▶ WHAT THE TASK ASKS
Return each line of the records holding the string "names".

▶ AVAILABLE DATA
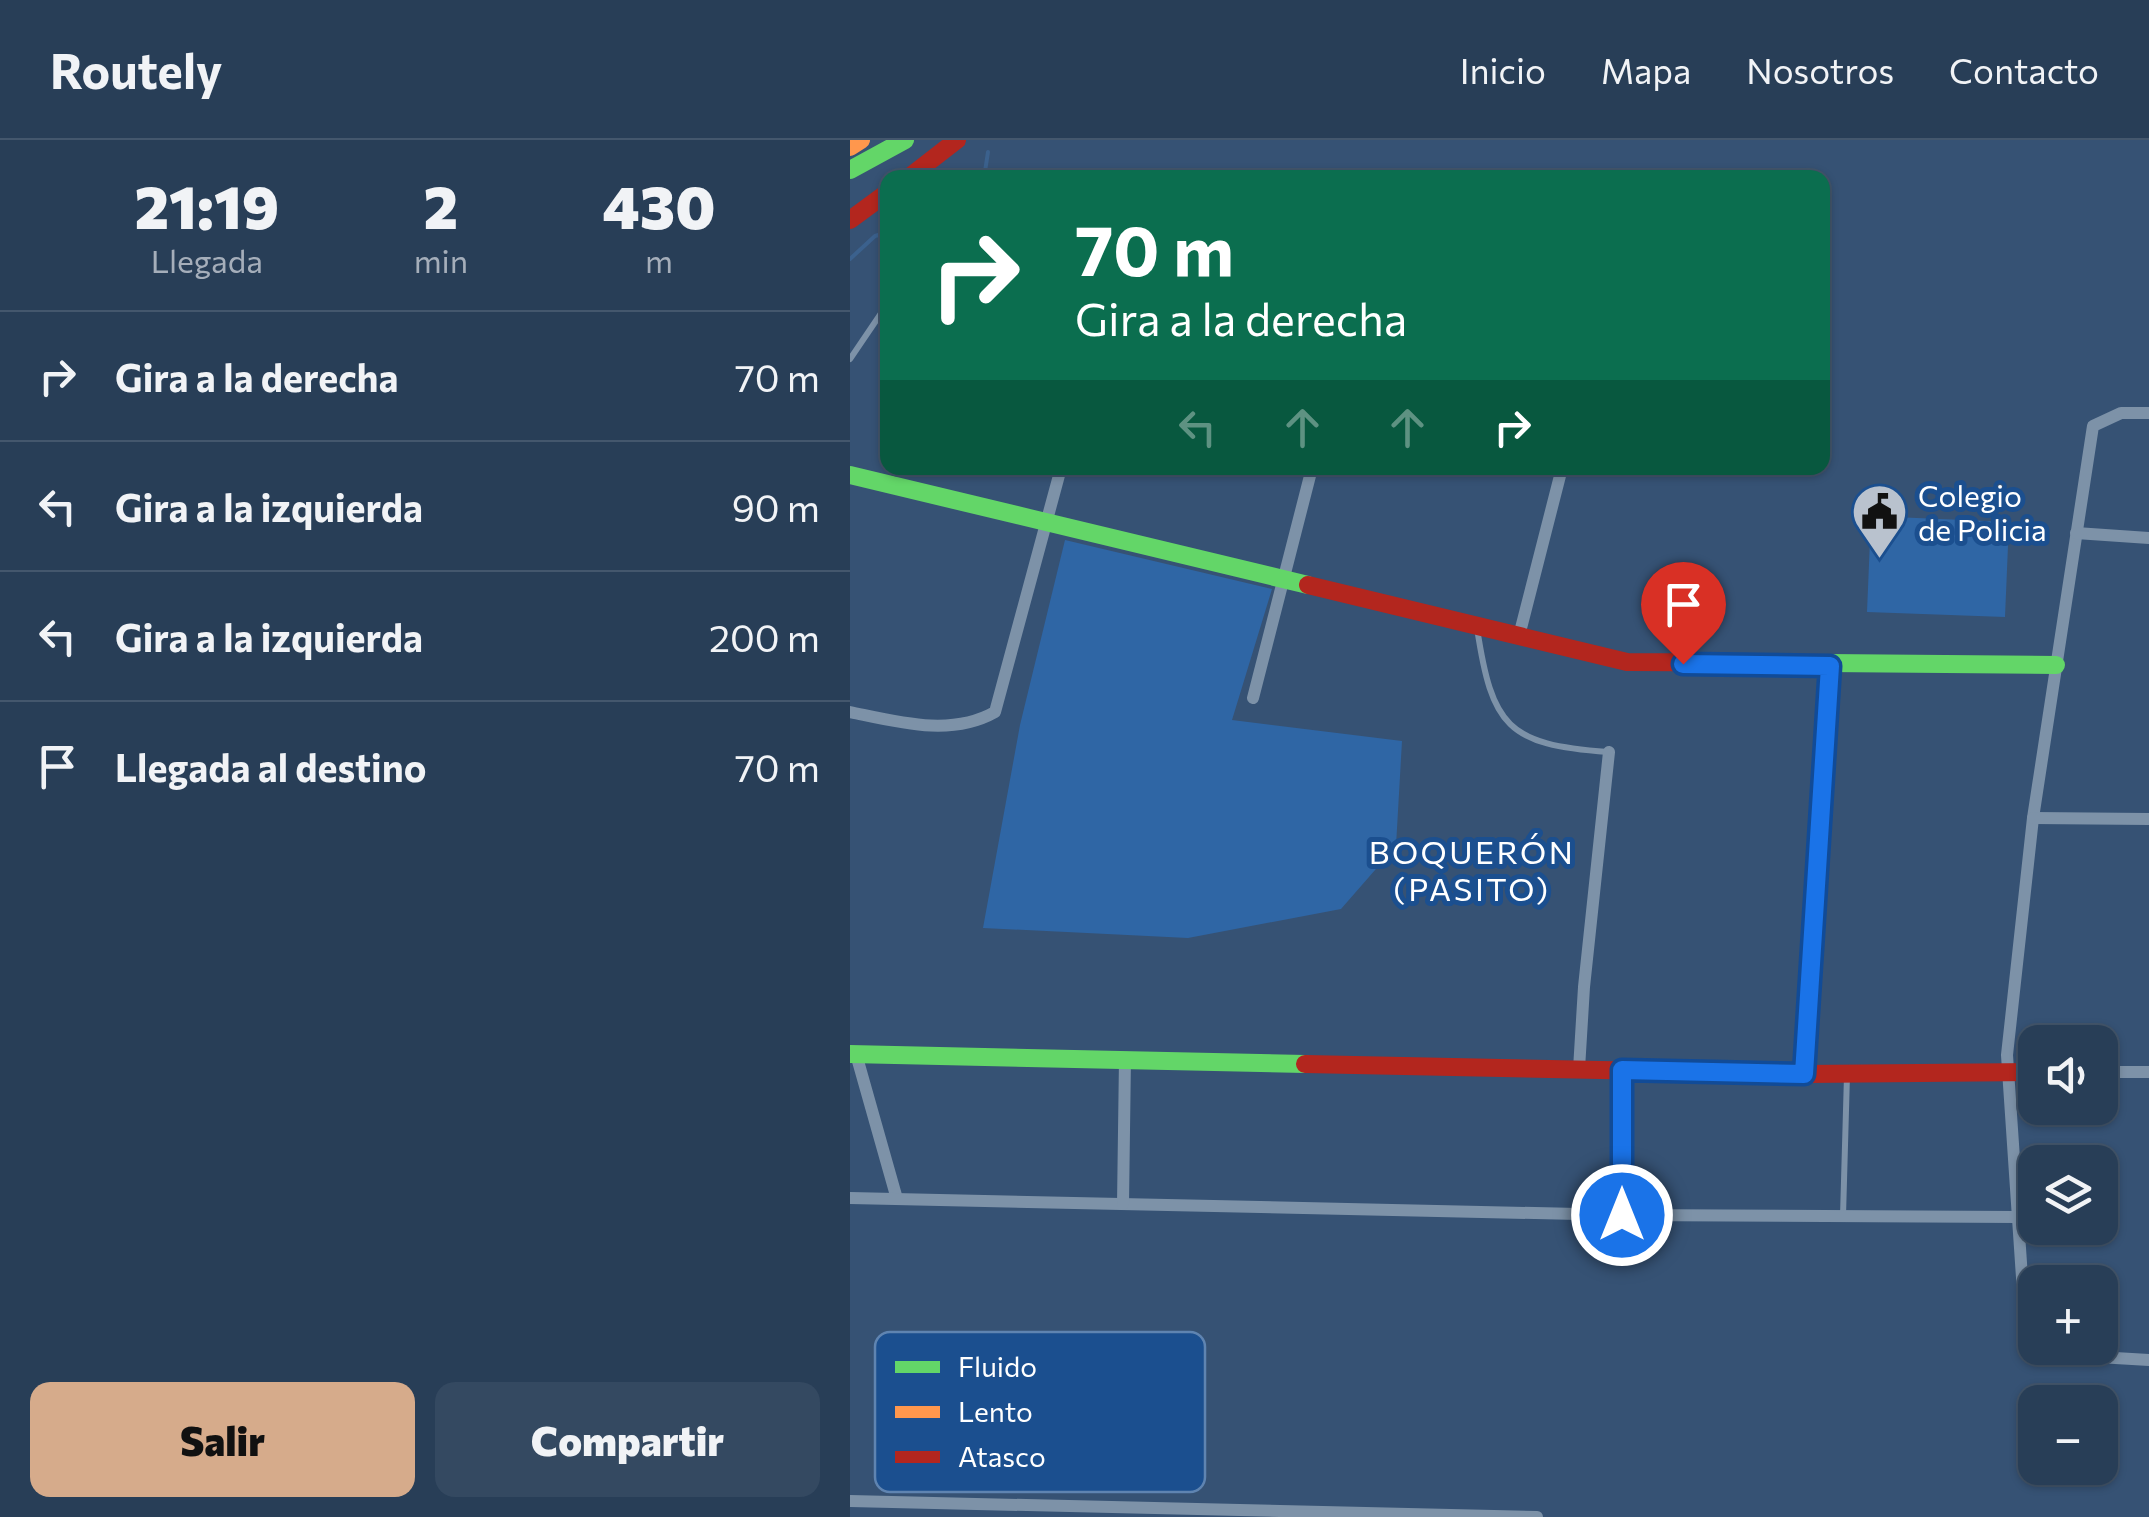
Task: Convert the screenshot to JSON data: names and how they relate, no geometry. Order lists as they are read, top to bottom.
{
  "districts": ["BOQUERÓN (PASITO)"],
  "places": {
    "public building": ["Colegio de Policia"]
  },
  "legend": ["Fluido", "Lento", "Atasco"],
  "page": {
    "header": "Routely",
    "nav": [
      "Inicio",
      "Mapa",
      "Nosotros",
      "Contacto"
    ],
    "eta": [
      "21:19",
      "Llegada",
      "2",
      "min",
      "430",
      "m"
    ],
    "turn": ["70 m", "Gira a la derecha"],
    "list": [
      {
        "name": "Gira a la derecha",
        "value": "70 m"
      },
      {
        "name": "Gira a la izquierda",
        "value": "90 m"
      },
      {
        "name": "Gira a la izquierda",
        "value": "200 m"
      },
      {
        "name": "Llegada al destino",
        "value": "70 m"
      }
    ],
    "map_buttons": ["+", "−"],
    "buttons": ["Salir", "Compartir"]
  }
}
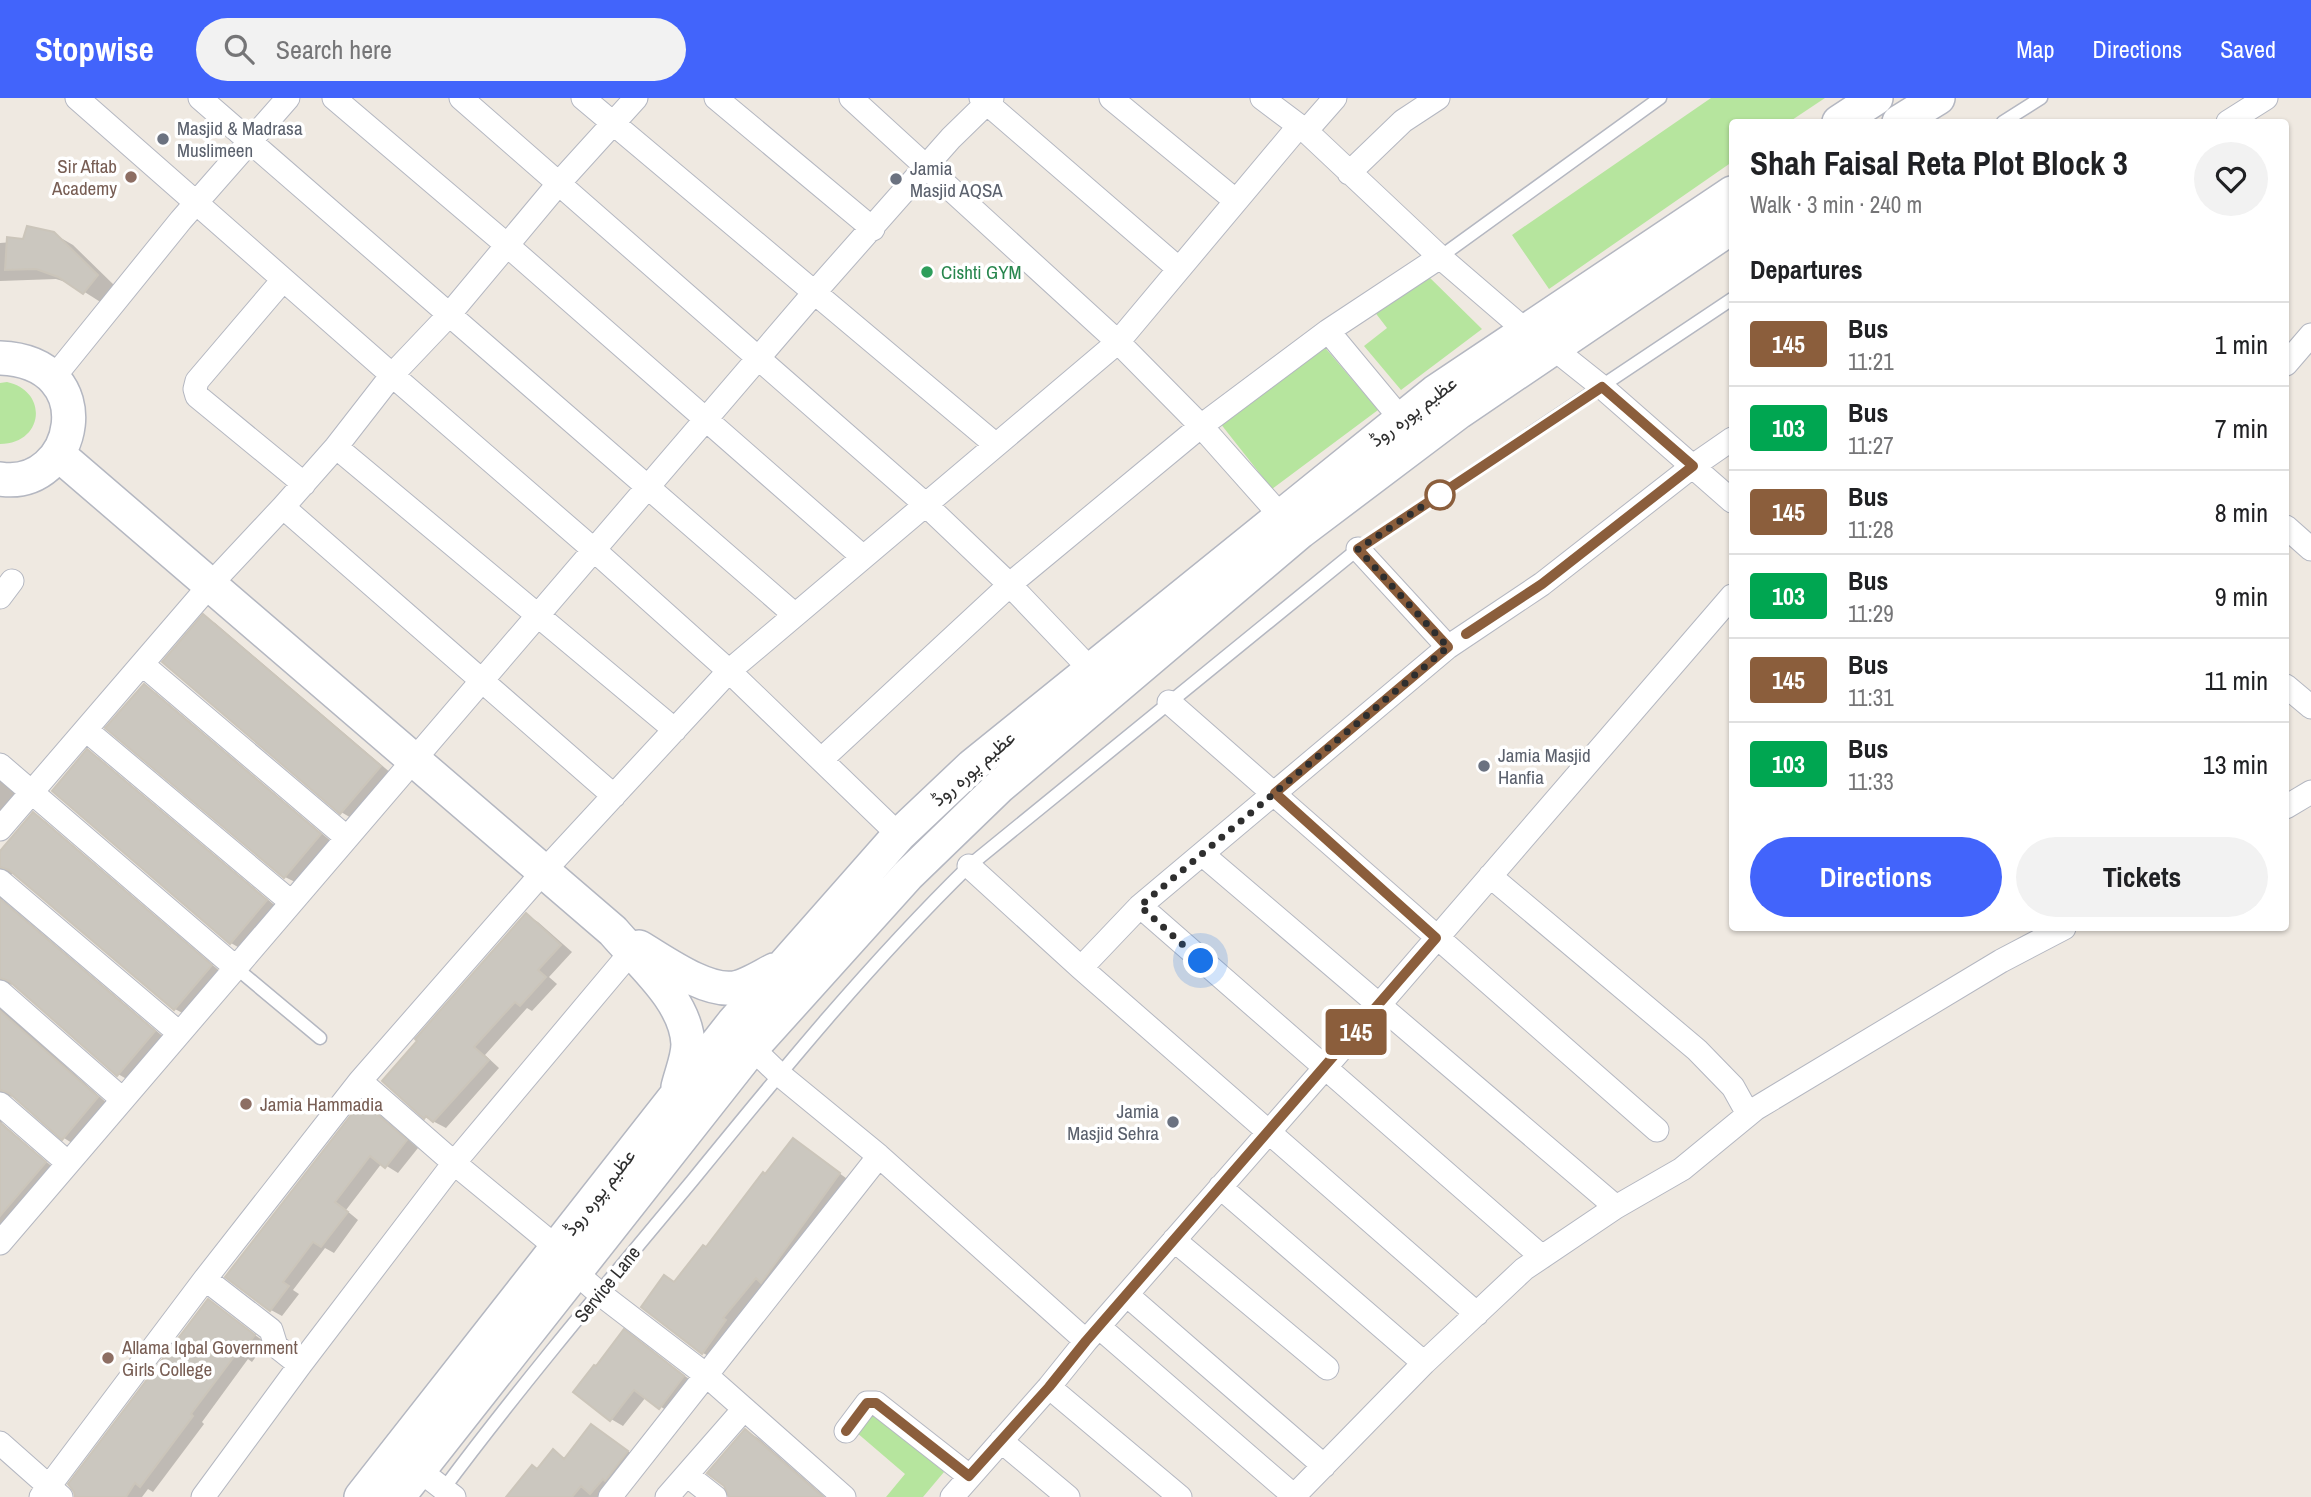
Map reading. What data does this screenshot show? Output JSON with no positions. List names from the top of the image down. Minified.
{"streets":{"main road":["عظیم پورہ روڈ"],"lane":["Service Lane"]},"crossings":[["عظیم پورہ روڈ","Service Lane"]],"places":["Masjid & Madrasa Muslimeen","Sir Aftab Academy","Jamia Masjid AQSA","Cishti GYM","Jamia Masjid Hanfia","Jamia Hammadia","Jamia Masjid Sehra","Allama Iqbal Government Girls College"],"lines":["bus line 145"],"page":{"header":"Stopwise","search":"Search here","nav":["Map","Directions","Saved"],"on_map":"145","heading":[["Shah Faisal Reta Plot Block 3","Walk · 3 min · 240 m"],"Departures"],"list":[{"mark":"145","name":"Bus","note":"11:21","value":"1 min"},{"mark":"103","name":"Bus","note":"11:27","value":"7 min"},{"mark":"145","name":"Bus","note":"11:28","value":"8 min"},{"mark":"103","name":"Bus","note":"11:29","value":"9 min"},{"mark":"145","name":"Bus","note":"11:31","value":"11 min"},{"mark":"103","name":"Bus","note":"11:33","value":"13 min"}],"buttons":["Directions","Tickets"]}}
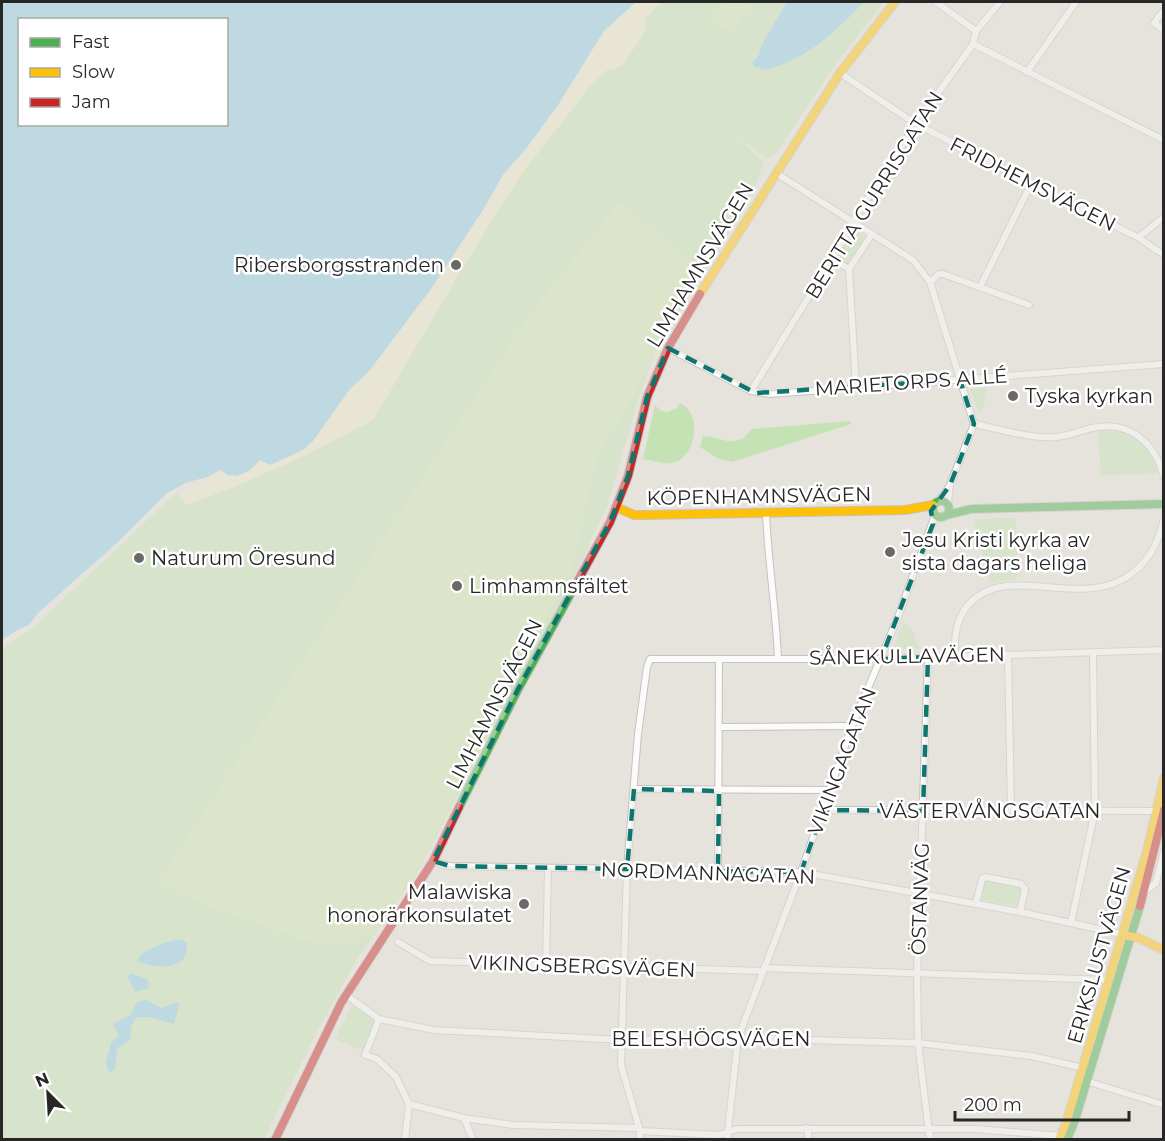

▶ EXERCISE OUTPUT
Task: Convert the screenshot to JSON data: names and how they relate, no geometry. Order lists as they are read, top to bottom.
Map reading. What data does this screenshot show? Output JSON with no positions. List names from the top of the image down. Minified.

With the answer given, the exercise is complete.